● **WORK TO BE COMPLETED**: A single number is required: how many lines of the listing below include the word "Lorong".

● **AVAILABLE DATA**:
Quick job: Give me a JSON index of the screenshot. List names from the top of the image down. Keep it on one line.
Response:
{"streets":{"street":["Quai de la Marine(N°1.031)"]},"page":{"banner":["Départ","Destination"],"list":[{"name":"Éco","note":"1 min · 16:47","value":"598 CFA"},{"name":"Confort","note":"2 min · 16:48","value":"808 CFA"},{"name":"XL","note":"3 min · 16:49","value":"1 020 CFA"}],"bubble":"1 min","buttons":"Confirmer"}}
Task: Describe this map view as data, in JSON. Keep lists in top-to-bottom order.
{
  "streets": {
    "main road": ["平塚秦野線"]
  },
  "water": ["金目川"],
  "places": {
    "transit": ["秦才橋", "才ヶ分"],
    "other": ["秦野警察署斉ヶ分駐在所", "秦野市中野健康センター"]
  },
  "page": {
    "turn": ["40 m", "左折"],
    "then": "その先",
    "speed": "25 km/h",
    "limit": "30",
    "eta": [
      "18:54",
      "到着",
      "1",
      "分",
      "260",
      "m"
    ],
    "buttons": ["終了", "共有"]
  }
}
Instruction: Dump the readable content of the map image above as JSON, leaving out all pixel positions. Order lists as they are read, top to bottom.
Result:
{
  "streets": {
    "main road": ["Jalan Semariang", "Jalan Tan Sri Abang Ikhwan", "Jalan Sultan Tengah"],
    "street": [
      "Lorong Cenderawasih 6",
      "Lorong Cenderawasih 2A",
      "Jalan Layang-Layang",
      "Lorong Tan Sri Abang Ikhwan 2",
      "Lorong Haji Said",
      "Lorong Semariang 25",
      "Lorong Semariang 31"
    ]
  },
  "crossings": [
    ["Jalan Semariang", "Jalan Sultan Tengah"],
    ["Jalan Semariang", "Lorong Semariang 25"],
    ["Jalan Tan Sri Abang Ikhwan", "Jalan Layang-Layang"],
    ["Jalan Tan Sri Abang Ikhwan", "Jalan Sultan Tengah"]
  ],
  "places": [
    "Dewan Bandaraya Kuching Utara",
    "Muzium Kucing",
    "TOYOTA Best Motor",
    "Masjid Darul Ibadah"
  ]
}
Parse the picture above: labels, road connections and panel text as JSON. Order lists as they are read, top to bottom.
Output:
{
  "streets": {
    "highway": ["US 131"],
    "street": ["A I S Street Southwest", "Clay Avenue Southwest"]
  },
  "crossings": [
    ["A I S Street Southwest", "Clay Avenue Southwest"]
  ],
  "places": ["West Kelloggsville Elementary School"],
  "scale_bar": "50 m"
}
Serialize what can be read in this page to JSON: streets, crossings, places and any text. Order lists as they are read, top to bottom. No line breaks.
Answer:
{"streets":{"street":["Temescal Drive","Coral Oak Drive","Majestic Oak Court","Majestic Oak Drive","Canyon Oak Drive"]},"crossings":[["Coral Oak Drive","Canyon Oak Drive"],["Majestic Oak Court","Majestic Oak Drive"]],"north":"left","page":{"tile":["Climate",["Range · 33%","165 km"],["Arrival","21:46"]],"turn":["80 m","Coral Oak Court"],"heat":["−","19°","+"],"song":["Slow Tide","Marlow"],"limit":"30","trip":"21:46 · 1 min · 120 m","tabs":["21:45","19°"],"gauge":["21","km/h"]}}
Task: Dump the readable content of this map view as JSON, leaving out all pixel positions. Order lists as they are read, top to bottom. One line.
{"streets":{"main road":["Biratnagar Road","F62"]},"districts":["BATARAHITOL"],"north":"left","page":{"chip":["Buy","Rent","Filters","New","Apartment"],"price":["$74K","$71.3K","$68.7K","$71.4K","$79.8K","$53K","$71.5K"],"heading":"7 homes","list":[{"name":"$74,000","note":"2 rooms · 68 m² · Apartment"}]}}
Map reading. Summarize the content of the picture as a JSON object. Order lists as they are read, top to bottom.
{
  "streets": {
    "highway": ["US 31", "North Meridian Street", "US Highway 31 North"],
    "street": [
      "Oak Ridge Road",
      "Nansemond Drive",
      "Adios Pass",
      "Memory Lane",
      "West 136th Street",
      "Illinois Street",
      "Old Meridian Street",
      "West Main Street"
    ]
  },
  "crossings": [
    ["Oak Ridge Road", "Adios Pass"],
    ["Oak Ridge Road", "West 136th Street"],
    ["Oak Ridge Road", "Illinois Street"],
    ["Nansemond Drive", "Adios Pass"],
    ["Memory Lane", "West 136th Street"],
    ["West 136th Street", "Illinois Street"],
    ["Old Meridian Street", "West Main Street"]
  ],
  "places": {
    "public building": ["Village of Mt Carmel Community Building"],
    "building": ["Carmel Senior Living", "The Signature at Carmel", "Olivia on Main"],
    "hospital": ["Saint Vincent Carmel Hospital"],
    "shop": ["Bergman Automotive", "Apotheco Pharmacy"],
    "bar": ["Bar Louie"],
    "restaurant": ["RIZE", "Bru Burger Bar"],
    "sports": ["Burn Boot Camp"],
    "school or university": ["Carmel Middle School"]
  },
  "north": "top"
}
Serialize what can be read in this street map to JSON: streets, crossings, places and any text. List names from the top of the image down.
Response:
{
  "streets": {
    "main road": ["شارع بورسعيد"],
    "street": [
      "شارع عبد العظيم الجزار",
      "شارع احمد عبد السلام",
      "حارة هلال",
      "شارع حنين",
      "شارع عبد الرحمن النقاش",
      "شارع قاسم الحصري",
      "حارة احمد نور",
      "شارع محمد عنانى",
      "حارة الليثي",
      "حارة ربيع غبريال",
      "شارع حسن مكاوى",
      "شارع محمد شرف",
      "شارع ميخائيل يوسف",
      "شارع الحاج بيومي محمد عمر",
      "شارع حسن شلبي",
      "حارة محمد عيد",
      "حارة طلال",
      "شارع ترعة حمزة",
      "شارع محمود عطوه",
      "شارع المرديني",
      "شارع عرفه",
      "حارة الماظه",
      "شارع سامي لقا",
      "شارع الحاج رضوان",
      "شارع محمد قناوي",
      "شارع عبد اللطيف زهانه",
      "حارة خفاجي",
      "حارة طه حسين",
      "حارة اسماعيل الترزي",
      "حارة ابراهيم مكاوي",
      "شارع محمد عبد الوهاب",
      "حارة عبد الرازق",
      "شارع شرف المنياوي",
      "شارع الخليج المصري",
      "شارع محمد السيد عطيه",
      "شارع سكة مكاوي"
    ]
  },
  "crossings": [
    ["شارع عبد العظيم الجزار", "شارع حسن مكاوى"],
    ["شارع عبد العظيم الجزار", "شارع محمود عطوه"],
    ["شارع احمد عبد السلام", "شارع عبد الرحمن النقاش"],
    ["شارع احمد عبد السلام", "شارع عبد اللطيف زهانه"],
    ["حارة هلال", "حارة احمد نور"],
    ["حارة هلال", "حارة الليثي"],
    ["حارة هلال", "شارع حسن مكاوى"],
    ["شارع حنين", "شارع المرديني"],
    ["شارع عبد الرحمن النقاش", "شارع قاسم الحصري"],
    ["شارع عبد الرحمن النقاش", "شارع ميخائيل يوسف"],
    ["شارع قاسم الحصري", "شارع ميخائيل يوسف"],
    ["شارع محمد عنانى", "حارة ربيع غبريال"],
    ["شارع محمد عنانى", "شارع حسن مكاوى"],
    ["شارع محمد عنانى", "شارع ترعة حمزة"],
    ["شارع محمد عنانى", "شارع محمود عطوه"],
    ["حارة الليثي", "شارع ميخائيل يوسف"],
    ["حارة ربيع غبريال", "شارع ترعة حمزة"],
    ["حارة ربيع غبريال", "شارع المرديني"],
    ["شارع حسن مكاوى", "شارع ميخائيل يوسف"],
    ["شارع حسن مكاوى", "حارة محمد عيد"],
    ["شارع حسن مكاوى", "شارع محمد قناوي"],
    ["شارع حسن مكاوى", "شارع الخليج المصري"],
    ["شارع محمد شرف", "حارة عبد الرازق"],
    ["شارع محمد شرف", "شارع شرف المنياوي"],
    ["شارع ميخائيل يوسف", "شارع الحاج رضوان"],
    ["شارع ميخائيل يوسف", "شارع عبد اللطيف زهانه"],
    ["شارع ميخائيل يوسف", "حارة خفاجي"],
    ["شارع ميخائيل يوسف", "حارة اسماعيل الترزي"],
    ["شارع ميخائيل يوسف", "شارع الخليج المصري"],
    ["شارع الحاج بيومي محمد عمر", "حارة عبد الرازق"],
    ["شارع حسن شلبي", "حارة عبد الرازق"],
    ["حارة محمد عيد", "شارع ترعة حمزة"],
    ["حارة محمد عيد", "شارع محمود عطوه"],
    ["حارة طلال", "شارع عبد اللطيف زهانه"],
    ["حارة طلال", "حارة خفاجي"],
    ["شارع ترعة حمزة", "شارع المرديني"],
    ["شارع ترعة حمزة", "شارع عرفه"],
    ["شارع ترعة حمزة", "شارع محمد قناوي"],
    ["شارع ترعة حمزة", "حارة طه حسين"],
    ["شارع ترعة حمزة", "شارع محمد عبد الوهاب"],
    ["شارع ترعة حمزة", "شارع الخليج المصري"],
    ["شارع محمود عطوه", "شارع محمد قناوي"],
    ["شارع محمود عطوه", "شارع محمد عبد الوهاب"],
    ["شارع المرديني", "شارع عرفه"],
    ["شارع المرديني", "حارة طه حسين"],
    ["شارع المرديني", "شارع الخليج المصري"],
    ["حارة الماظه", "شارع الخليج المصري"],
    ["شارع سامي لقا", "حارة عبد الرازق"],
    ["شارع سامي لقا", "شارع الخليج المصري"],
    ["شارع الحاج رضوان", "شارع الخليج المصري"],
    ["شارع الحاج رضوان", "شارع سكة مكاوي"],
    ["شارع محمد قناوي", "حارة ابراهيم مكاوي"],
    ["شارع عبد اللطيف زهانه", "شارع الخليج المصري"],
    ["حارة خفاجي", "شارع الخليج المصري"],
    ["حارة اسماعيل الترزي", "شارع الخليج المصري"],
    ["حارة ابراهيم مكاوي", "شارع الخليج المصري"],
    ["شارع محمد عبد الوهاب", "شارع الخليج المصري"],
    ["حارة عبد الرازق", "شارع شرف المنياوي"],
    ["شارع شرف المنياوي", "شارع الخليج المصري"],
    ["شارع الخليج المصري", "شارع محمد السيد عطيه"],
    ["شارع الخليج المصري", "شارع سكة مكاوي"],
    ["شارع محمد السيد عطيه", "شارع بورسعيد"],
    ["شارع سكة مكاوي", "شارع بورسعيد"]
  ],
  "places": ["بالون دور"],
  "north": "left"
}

● **TASK ANSWER**: 7